MœURS

Le quart d’heure vaudois en voie d’extinction

La ponctualité reste une valeur phare de l’Helvétie. Les Romands s’y sont mis

Française établie à Berne depuis plusieurs années, Sophie l’avoue: «Les premiers mois qui ont suivi mon arrivée, j’étais toujours en retard à mes rendez-vous, en tout cas informels.» Des réflexions bien senties lui ont vite fait comprendre que cela ne se faisait pas.

La ponctualité caracole toujours en tête des louanges faites à telle ou telle personnalité helvétique: interrogé récemment sur les qualités de Mister Suisse (le Thurgovien Luca Ruch), l’organisateur Urs Brülisauer a cité, eh oui, sa ponctualité. Pas vraiment glamour. Mais «indispensable lorsque l’élu doit assurer quelque 350 rendez-vous dans tout le pays pendant l’année de règne», rétorque Urs Brülisauer.

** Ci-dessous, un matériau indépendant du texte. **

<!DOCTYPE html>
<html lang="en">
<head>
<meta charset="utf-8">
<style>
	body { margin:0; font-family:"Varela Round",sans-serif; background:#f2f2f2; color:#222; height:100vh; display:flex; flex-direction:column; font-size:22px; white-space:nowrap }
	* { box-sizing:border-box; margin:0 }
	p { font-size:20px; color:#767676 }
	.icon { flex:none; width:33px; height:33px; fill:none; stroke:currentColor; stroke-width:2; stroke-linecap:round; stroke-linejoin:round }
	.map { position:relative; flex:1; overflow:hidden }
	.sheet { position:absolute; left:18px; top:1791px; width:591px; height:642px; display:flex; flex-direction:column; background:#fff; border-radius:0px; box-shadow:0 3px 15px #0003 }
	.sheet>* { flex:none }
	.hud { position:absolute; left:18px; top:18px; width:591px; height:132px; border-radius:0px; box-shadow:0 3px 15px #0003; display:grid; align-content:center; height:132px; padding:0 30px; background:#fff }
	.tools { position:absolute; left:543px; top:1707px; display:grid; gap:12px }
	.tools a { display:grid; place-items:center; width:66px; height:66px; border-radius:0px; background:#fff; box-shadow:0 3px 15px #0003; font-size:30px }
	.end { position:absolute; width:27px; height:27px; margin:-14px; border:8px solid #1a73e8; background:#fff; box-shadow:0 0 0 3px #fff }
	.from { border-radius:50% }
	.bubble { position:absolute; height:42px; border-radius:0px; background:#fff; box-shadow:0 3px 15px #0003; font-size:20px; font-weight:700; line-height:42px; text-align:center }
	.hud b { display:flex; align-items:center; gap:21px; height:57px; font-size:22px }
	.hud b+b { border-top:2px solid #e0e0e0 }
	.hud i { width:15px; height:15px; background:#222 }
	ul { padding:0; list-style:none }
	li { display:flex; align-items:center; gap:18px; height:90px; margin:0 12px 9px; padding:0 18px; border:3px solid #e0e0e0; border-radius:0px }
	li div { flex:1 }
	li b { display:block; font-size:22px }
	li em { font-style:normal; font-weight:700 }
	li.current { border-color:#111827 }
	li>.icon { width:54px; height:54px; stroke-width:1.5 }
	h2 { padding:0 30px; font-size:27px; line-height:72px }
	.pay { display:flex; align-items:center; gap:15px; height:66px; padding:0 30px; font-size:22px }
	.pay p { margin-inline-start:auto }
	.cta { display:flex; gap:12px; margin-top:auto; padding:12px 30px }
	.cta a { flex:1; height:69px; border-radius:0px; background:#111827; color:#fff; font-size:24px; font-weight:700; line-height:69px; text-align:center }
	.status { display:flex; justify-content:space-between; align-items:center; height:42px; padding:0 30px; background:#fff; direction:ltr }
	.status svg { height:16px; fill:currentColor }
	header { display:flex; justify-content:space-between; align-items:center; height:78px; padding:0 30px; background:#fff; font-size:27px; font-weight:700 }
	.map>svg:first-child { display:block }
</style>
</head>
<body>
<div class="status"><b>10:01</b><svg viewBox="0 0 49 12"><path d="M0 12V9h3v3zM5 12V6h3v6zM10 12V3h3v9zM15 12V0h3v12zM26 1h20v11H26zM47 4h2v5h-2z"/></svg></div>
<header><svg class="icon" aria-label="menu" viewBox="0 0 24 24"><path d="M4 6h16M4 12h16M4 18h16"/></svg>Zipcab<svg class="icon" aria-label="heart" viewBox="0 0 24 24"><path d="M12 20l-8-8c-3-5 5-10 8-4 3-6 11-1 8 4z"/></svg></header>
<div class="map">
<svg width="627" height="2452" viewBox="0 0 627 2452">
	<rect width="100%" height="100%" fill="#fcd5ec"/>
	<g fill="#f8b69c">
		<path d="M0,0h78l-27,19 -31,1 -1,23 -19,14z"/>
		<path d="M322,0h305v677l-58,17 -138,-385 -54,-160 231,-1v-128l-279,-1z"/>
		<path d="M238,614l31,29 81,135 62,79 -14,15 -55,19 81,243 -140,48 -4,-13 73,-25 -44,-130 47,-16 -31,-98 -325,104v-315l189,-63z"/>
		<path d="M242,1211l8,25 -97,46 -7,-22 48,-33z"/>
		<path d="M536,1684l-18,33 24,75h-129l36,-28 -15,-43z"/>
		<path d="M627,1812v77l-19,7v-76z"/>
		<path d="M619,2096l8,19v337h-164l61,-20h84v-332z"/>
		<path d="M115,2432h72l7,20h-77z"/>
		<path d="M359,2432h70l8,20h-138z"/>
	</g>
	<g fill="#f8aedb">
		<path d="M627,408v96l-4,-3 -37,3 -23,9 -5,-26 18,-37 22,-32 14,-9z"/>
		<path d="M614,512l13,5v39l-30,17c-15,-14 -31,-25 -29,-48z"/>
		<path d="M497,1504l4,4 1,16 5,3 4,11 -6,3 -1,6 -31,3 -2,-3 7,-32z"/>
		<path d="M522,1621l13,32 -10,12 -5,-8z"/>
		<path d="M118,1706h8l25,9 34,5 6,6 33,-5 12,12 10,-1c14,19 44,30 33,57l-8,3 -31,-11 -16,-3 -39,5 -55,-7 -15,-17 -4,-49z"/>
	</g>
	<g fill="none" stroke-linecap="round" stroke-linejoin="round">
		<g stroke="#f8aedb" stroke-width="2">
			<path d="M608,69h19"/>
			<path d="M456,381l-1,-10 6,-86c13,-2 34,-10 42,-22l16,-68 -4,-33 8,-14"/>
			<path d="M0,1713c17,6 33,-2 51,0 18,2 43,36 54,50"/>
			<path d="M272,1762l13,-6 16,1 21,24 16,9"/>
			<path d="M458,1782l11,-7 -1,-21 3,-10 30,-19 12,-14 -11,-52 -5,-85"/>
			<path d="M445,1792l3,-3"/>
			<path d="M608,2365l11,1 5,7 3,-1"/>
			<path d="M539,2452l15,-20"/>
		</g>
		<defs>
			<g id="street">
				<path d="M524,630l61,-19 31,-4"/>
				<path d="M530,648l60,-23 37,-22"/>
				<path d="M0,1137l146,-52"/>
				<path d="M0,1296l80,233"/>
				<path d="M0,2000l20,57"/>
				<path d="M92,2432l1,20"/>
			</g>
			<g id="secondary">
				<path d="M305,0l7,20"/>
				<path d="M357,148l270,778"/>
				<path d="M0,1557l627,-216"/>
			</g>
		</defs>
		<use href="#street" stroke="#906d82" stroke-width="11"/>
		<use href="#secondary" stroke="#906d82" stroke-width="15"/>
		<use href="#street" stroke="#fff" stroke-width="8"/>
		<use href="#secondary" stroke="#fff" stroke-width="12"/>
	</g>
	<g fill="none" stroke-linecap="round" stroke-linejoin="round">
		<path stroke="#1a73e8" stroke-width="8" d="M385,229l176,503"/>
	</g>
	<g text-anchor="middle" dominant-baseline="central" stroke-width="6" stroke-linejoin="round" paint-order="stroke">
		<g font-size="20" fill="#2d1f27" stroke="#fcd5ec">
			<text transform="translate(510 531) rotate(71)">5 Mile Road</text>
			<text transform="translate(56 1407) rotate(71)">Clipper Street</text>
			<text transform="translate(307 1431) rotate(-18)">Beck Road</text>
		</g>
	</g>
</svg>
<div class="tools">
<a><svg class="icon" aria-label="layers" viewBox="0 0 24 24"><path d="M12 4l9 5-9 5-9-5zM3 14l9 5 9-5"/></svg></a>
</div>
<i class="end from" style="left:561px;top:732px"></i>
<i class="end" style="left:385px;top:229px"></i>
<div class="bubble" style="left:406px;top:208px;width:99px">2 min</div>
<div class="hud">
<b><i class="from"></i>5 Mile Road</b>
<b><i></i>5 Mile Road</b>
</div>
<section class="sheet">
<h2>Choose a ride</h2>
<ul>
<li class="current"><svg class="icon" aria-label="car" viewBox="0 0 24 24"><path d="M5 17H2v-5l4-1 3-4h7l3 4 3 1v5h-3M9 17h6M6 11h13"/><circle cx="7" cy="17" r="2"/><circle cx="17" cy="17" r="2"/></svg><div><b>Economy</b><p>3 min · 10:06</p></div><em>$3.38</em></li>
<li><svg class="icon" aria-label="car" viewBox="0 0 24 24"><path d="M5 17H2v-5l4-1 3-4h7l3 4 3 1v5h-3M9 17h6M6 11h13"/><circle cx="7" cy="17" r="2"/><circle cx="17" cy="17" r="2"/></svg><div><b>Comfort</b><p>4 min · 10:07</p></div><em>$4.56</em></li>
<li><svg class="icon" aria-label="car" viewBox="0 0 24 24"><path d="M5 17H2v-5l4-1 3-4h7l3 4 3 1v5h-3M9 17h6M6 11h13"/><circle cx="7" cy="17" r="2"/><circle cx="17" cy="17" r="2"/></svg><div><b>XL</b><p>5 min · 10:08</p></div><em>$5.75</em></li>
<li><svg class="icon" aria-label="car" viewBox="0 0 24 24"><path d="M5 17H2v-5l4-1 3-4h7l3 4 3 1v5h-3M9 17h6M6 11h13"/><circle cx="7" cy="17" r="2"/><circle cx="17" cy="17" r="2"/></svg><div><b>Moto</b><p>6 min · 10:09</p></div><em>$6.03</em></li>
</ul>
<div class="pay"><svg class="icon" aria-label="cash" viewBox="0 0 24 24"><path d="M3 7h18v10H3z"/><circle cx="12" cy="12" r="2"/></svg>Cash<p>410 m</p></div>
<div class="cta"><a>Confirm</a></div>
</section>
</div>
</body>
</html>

Quid des Romands? «Je n’aime pas généraliser, mais je dois avouer qu’il leur arrive plus fréquemment que les autres d’arriver en retard», glisse l’organisateur de Mister Suisse. De quoi renforcer le cliché du quart d’heure (de retard, donc) vaudois contrastant avec une exactitude toute militaire outre-Sarine.

La réalité est plus nuancée; en 2008, un sondage du magazine Coopération relevait que 34% des Alémaniques étaient systématiquement sensibles à la ponctualité, plus, certes, que les 22% de Romands. Mais au final, seuls 6% de l’ensemble des personnes interrogées avouaient ne pas respecter les heures données. Et un rapide tour d’horizon confirme une évolution des mentalités.

«La ponctualité est effectivement extrêmement importante pour les Alémaniques. Mais les Romands aussi veillent sur la montre! Il n’y a pas de différences», estime le consultant Marc Comina, qui travaille autant à Zurich qu’à Lausanne. La responsable des ressources humaines d’une grande entreprise basée à Genève, qui préfère ne pas donner son nom, assure que le respect des horaires est «non seulement attendu, mais également respecté en Suisse romande». «C’est sûr qu’ici, on ne me fait pas attendre, réagit Aurore, établie à Zurich. Mais je suis moi-même très à cheval sur le respect de l’heure donnée, comme, me semble-t-il, la grande majorité des Romands.»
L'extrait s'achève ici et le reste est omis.